╭─ Data extract

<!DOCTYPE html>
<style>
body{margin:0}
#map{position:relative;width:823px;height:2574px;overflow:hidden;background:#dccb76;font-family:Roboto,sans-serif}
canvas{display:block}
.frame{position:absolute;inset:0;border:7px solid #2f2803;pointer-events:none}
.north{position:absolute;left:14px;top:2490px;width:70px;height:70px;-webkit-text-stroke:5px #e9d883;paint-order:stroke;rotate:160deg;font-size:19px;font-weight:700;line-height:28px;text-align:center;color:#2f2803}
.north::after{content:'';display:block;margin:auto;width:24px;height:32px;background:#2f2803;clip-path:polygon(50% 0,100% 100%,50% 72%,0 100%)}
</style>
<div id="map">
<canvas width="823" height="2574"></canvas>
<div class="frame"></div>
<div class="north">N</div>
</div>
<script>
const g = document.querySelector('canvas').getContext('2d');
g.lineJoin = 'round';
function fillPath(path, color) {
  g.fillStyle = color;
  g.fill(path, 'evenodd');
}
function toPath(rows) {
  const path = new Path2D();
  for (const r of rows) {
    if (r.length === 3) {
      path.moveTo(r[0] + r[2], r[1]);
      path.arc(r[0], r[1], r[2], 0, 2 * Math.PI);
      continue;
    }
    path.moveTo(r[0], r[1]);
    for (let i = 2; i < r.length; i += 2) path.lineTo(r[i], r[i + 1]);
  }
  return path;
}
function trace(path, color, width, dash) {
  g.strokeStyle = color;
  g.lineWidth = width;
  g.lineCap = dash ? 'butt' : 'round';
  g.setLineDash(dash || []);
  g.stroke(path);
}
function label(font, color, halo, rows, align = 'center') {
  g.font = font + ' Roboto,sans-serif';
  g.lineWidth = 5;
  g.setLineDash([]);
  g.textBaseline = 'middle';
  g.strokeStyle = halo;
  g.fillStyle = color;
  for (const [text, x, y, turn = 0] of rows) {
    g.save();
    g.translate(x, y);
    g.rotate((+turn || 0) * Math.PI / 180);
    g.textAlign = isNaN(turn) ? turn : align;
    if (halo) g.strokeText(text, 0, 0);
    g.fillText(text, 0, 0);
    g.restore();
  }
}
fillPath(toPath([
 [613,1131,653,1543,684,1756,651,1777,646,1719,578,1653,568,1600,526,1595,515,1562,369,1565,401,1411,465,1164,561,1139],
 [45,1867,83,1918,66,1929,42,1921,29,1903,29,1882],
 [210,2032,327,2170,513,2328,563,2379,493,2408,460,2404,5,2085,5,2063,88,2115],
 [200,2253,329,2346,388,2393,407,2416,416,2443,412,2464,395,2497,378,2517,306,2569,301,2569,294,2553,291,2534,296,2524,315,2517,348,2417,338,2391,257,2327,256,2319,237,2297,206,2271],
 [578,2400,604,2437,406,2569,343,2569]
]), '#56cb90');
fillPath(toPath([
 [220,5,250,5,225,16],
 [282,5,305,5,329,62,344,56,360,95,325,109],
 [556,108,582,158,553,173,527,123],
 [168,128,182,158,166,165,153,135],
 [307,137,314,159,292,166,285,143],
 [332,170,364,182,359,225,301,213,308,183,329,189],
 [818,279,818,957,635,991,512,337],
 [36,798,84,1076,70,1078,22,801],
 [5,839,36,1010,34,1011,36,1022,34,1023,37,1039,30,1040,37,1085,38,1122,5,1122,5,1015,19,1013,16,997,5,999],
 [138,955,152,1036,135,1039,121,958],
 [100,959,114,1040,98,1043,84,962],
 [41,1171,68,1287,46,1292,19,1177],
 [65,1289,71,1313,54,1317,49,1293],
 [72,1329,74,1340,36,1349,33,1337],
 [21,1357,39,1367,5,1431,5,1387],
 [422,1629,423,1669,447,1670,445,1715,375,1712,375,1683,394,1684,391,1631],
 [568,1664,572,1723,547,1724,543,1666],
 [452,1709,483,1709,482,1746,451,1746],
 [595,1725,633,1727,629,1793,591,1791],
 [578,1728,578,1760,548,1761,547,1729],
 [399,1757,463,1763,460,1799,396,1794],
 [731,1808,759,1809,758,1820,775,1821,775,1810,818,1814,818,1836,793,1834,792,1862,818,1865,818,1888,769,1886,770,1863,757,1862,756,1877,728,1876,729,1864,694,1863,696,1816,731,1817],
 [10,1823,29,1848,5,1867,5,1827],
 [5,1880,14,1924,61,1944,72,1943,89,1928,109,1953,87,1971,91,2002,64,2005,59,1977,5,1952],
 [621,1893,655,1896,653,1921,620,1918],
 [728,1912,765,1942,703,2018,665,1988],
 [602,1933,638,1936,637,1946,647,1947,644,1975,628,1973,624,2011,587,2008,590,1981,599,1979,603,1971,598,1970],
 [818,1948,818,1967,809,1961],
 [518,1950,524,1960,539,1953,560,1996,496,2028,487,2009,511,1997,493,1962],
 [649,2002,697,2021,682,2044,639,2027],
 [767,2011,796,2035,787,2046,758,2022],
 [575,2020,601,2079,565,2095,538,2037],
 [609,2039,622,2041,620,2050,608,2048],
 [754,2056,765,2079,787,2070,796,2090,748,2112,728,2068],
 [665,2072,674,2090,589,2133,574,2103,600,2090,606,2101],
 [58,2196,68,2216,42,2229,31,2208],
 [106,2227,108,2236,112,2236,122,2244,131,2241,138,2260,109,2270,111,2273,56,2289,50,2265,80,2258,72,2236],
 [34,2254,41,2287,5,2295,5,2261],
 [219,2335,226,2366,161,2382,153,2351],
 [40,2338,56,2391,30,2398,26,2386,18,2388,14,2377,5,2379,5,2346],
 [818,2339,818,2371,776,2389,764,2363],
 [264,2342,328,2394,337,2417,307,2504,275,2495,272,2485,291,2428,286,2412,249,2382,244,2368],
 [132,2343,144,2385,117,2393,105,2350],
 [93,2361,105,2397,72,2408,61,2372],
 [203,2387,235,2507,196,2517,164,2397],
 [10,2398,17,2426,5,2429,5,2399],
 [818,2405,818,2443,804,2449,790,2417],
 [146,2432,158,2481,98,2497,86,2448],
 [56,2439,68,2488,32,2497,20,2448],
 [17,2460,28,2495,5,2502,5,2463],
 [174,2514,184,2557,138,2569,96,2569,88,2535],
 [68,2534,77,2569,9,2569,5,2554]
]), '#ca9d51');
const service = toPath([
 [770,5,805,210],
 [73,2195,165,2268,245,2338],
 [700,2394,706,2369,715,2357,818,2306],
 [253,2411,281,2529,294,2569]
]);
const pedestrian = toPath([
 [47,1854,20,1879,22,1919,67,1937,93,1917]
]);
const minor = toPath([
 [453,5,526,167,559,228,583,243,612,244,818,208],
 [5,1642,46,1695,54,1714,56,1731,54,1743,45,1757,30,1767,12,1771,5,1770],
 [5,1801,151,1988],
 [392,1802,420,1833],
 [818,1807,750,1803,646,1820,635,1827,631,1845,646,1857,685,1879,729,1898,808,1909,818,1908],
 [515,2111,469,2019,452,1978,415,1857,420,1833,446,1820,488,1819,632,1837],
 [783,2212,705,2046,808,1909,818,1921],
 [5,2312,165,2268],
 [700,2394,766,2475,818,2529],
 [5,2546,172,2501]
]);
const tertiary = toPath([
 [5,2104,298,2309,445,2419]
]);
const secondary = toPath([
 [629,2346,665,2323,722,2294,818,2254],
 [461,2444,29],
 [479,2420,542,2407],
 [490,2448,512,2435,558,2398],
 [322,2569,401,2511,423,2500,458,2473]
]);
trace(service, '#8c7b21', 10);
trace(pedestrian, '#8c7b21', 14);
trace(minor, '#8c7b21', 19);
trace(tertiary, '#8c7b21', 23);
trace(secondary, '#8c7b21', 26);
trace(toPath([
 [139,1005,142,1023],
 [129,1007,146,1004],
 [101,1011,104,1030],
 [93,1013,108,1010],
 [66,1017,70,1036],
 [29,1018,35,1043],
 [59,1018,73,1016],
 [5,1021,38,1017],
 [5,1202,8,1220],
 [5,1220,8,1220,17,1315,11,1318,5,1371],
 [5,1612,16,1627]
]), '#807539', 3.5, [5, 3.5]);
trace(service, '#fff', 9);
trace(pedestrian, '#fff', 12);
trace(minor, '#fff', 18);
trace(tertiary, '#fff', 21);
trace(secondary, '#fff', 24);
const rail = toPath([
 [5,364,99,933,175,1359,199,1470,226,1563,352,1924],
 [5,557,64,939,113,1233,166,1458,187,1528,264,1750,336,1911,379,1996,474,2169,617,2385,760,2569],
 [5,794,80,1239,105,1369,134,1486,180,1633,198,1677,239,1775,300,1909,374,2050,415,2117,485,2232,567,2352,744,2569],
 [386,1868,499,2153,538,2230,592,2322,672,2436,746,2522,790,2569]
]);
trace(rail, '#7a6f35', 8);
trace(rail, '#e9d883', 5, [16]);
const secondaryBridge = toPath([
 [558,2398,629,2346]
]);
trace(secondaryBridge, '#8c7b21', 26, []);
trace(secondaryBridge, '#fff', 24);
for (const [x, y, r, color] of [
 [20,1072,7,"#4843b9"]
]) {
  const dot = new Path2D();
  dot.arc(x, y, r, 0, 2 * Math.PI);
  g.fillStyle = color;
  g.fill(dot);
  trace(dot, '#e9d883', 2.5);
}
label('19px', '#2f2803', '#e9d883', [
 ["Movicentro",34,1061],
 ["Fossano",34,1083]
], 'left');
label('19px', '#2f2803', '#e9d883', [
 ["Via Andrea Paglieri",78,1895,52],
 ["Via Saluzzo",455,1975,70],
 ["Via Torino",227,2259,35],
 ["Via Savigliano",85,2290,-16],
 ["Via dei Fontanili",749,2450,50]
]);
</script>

╰─

**Try it:** Show the lines from the data above that contain the string "function".

**Finished exercise:**
function fillPath(path, color) {
function toPath(rows) {
function trace(path, color, width, dash) {
function label(font, color, halo, rows, align = 'center') {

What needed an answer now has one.